Mr Medvedev said, “We have approved a Strategy of Russia’s Innovation Development to 2020 and expect that its implementation will result in innovations adding about one percentage point to our economic growth, starting from 2015. We suggest that innovation activity should be regarded as a positive-sum game, where all participants derive the maximum gain precisely from a strategy of cooperation. There can be no isolationism here, because it leads nowhere.”
Sustainable economic development is often at the mercy of politics, election cycles and alterations in federal investment, all of which effect how dreams can be realised. Those in the room all seemed committed to finding the will to sustain world-beating innovation utilizing their information technology advantage and large talent pool of well-educated young people.
Robohub’s Hallie Siegel attended last year’s event and summarized her visit and the event in a post entitled “Russia looks inward and outward at Moscow’s 2013 Open Innovations Forum.”
Thus the 2014 Skolkovo Robotics Conference takes on a special importance in the pursuit of those goals. The 2-day agenda includes an exposition of robotics pilot projects and addressses and round-table discussions by notable international guests and partners.
“The venture market in 2012 was $46bn in the US and $1bn in Russia with growth by 2020 to $75bn in the US and $5.5bn in Russia,” said Mikhail Shekhovstov from J’son & Partners Research.

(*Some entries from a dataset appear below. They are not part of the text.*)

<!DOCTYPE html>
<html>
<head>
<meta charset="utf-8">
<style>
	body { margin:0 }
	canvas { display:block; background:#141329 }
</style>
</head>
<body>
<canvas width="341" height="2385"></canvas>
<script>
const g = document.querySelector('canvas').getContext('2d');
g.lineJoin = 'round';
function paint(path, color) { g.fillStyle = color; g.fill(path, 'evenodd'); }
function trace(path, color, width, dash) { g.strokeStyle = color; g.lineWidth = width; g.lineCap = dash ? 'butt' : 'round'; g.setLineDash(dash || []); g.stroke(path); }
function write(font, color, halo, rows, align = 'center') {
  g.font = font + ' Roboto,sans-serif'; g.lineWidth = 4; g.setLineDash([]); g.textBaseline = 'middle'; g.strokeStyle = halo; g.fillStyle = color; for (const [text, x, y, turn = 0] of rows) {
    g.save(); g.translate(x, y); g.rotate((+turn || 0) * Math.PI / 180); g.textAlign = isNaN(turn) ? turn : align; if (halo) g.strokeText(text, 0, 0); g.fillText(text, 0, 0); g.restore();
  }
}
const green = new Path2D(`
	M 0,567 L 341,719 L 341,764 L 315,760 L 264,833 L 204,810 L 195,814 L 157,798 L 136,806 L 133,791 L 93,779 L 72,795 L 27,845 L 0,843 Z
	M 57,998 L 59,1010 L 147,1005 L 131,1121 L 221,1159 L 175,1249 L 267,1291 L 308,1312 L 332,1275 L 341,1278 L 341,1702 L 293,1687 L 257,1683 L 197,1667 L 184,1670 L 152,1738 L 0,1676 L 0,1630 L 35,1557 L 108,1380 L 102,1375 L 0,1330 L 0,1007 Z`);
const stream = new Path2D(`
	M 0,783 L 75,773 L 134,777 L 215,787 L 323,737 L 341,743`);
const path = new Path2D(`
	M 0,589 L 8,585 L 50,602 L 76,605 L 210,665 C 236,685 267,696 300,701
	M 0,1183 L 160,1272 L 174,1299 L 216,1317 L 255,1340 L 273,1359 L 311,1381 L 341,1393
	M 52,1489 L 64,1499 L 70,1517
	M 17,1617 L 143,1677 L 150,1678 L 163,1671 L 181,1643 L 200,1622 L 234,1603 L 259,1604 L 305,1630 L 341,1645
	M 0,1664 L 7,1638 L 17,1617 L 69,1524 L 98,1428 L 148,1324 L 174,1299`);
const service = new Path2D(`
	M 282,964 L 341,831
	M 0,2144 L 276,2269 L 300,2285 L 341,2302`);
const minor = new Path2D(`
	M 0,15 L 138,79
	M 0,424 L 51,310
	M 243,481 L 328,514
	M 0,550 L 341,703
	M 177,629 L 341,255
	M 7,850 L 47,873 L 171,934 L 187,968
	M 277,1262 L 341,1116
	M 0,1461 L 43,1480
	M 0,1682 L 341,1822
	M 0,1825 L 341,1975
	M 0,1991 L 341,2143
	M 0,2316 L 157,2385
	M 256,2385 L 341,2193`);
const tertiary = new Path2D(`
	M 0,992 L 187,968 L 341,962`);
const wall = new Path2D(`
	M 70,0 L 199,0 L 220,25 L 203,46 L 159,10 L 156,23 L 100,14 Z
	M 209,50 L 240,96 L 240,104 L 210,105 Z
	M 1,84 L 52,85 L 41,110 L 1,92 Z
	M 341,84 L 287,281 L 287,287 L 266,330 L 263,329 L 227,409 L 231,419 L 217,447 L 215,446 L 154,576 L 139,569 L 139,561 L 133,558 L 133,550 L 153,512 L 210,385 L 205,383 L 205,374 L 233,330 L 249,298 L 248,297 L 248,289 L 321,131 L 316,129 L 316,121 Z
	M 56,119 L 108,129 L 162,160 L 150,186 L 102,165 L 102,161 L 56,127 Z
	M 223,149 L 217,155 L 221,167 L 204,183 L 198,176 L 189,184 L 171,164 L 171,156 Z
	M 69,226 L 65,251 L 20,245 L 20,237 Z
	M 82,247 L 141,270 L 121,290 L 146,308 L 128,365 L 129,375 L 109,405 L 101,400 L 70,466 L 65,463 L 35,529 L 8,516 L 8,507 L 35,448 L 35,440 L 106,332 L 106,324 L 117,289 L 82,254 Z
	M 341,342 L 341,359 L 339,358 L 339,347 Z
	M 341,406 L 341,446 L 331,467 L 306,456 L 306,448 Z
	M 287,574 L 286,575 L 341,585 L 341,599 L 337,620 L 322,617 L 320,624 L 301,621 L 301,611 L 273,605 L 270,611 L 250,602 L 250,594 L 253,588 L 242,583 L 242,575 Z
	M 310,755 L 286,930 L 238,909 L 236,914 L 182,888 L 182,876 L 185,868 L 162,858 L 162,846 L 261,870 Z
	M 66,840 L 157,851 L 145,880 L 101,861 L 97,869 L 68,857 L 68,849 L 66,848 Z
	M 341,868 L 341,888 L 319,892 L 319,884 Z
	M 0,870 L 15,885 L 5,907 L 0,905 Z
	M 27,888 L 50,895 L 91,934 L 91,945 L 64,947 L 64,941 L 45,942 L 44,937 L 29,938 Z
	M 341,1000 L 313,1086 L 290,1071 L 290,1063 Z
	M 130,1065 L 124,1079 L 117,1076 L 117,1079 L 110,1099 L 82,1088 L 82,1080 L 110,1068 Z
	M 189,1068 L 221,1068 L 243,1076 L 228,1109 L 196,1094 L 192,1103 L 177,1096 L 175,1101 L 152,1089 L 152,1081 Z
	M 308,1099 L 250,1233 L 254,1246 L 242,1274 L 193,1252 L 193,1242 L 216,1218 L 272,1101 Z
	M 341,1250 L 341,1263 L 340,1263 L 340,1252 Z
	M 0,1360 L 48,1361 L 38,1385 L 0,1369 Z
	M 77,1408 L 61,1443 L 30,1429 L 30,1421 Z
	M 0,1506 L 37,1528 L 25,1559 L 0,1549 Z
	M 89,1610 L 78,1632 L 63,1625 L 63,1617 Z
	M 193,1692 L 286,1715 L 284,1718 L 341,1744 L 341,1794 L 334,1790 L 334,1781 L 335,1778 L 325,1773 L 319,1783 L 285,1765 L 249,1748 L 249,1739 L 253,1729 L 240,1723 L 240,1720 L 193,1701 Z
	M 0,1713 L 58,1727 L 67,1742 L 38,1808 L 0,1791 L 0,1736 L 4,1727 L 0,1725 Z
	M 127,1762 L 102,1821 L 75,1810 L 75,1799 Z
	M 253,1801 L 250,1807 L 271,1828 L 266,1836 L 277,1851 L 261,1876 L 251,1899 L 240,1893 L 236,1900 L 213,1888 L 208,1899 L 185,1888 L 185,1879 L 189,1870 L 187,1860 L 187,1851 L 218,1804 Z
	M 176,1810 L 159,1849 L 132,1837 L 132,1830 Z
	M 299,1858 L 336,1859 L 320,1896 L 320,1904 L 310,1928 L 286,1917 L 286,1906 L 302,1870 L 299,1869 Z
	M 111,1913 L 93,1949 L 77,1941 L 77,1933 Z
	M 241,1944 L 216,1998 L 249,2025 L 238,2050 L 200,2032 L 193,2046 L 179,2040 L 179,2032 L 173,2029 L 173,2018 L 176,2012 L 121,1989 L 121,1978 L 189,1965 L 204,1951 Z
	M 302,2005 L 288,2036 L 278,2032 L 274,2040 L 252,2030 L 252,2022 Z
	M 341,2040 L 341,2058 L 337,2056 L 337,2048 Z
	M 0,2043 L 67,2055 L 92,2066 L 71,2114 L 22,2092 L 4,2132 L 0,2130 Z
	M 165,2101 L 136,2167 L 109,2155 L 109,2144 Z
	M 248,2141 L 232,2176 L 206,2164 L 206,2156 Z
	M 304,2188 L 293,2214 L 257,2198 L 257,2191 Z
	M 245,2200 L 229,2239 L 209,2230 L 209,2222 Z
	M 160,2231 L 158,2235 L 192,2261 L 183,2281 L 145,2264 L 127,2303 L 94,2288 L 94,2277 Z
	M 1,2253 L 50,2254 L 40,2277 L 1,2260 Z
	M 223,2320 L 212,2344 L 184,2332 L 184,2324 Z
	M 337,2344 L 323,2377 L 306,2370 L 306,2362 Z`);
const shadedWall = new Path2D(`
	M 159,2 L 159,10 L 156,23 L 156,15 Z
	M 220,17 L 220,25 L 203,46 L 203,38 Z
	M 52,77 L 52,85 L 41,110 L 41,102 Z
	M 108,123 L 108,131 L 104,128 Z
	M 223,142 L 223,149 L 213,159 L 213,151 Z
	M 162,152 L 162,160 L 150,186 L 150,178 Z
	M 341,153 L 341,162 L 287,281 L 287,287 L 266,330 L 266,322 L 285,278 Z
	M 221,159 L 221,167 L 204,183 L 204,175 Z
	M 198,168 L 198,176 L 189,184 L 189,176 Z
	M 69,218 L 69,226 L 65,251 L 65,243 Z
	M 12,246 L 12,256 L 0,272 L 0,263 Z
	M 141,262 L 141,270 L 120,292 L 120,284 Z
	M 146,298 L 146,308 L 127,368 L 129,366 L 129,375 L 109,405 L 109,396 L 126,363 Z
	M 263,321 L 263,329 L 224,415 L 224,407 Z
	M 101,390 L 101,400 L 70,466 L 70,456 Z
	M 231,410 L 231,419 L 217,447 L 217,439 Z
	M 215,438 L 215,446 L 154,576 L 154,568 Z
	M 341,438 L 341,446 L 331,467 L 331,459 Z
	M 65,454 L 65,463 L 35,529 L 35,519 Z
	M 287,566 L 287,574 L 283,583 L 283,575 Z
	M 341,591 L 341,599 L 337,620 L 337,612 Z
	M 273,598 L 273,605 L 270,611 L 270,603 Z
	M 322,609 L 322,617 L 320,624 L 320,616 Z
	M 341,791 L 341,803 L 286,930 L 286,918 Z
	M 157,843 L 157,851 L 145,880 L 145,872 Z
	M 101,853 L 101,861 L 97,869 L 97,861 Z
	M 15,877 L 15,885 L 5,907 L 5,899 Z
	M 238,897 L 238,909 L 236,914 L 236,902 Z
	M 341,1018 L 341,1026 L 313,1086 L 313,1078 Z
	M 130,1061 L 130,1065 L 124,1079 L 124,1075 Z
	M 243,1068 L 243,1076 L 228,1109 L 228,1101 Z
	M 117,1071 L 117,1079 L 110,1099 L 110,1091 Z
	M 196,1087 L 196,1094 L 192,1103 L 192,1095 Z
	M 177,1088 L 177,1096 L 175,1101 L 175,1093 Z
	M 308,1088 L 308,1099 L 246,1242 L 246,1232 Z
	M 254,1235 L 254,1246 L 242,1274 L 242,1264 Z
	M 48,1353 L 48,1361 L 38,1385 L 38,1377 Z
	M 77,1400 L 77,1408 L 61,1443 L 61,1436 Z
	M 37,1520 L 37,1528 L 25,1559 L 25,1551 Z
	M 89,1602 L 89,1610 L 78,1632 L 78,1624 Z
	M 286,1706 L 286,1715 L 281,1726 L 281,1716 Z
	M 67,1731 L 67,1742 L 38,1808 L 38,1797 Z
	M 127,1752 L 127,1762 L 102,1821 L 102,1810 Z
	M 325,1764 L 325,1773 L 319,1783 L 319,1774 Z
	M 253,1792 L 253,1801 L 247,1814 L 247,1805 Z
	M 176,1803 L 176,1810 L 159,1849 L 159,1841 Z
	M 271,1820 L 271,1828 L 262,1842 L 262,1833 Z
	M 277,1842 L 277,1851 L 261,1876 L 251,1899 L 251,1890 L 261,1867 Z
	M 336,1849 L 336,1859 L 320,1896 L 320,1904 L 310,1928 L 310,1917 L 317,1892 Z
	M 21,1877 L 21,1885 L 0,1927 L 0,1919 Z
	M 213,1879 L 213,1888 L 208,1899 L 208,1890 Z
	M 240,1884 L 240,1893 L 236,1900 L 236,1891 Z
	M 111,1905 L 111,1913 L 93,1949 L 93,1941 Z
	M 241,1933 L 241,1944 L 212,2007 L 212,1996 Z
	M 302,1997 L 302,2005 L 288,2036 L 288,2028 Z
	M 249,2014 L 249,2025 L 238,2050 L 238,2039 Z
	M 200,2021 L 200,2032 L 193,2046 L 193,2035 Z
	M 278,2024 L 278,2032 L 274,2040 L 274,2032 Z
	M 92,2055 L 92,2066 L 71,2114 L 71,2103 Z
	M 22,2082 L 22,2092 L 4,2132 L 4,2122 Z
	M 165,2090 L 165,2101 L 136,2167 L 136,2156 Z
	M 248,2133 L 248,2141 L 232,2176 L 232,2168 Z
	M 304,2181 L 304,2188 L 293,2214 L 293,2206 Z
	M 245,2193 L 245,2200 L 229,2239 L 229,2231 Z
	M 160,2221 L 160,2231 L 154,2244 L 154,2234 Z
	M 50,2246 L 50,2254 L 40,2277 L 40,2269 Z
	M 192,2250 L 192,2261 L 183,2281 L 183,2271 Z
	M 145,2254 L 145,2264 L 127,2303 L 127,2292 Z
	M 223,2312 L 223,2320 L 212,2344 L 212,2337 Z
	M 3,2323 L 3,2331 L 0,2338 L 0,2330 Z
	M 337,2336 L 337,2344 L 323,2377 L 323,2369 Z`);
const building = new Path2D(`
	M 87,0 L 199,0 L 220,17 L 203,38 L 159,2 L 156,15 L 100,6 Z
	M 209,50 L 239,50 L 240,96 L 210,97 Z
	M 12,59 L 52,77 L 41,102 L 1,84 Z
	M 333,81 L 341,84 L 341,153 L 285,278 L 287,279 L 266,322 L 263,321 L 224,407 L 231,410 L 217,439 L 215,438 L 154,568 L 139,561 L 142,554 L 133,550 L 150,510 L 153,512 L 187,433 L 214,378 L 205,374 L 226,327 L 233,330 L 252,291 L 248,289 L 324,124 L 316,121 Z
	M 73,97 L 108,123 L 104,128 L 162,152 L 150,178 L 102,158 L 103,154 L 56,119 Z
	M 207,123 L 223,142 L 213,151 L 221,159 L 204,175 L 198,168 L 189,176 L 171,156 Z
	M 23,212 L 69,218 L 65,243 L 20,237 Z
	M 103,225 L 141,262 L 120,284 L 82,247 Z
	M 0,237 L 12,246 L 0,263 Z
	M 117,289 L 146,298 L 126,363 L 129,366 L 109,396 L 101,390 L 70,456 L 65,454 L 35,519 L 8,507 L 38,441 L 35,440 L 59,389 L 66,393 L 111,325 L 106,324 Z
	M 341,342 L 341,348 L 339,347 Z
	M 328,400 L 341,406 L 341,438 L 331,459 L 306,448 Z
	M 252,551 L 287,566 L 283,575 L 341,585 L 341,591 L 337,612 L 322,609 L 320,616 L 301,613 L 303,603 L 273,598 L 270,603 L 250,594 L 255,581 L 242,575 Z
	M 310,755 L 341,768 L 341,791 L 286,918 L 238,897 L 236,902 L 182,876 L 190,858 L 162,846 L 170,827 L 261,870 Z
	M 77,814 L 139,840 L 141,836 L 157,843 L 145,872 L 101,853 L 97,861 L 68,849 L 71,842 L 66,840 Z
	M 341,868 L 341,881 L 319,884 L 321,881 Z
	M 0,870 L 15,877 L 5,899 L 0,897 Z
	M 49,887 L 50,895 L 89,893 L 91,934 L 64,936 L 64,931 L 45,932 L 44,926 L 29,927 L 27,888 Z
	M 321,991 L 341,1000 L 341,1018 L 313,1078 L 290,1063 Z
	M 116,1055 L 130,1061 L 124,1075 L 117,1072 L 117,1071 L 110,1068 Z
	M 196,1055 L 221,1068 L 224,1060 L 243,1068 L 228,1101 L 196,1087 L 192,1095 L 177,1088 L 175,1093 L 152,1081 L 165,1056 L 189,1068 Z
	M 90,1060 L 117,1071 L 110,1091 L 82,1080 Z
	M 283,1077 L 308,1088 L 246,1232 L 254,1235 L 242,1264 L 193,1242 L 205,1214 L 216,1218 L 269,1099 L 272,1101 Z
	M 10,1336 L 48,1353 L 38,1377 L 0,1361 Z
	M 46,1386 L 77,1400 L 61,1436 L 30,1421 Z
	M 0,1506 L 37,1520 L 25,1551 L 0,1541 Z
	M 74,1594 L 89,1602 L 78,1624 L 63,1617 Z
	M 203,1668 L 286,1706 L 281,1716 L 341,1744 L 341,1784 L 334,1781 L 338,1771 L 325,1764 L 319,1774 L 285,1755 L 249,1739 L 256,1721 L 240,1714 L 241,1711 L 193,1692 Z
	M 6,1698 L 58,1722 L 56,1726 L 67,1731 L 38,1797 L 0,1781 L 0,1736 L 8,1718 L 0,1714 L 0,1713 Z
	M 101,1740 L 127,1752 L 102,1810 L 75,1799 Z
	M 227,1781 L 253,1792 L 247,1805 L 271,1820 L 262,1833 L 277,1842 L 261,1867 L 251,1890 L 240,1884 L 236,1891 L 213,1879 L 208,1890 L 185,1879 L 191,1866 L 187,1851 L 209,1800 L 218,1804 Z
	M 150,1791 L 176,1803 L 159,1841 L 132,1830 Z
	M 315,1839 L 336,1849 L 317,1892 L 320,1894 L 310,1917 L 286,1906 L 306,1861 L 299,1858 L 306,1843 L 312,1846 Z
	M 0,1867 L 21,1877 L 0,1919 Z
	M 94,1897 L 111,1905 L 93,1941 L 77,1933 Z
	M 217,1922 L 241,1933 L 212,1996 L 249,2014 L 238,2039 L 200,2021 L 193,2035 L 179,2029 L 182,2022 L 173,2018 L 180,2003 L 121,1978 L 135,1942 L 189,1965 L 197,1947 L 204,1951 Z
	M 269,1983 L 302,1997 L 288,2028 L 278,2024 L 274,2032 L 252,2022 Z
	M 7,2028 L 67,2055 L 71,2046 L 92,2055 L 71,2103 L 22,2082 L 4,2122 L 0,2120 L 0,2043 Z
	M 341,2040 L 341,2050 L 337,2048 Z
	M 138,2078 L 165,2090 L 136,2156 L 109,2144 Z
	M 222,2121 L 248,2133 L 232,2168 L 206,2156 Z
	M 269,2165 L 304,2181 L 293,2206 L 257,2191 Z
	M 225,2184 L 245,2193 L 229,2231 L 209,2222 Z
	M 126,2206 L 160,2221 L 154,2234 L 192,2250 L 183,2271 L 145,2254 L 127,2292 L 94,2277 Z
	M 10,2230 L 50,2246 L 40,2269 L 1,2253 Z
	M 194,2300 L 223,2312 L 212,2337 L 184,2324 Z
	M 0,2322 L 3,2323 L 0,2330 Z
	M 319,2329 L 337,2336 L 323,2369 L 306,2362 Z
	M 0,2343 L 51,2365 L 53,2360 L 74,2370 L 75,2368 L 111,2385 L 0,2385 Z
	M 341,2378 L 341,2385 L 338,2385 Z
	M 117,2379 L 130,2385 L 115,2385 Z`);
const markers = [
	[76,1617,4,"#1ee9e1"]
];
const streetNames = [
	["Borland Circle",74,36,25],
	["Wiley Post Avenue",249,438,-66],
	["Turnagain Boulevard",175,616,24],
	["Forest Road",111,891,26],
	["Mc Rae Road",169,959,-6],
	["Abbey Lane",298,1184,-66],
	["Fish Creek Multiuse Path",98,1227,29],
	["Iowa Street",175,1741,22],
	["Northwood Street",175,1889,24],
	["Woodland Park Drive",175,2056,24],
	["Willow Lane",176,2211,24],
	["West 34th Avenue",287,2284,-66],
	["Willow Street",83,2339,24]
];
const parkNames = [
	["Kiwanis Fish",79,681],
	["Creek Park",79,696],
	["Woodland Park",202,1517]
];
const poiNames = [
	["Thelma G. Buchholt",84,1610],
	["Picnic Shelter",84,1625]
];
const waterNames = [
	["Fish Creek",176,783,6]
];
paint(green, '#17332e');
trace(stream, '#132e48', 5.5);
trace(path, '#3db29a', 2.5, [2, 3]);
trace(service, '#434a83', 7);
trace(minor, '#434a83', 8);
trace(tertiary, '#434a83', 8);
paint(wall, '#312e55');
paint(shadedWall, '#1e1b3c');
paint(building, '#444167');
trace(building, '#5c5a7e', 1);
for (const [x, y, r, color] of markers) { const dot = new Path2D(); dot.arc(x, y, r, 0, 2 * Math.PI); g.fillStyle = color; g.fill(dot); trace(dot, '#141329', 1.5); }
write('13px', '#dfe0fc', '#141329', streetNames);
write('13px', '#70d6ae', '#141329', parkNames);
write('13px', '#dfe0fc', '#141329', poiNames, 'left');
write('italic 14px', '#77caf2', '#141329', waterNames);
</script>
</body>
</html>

The main funding methods available to innovative companies in Russia today include venture capital, business angels and seed accelerators. Although crowd funding and crowd investment was discussed at the 2013 conference, it is not really present yet in the Russian investment market. Business angels also are only just starting to become a part of the funding toolbox in Russia.
The importance of inspirational Russian investors such as Yuri Milner, Dmitry Grishin and Dmitry Itskov, and the global investment community is not ignored, but all recognise that they are few and far between.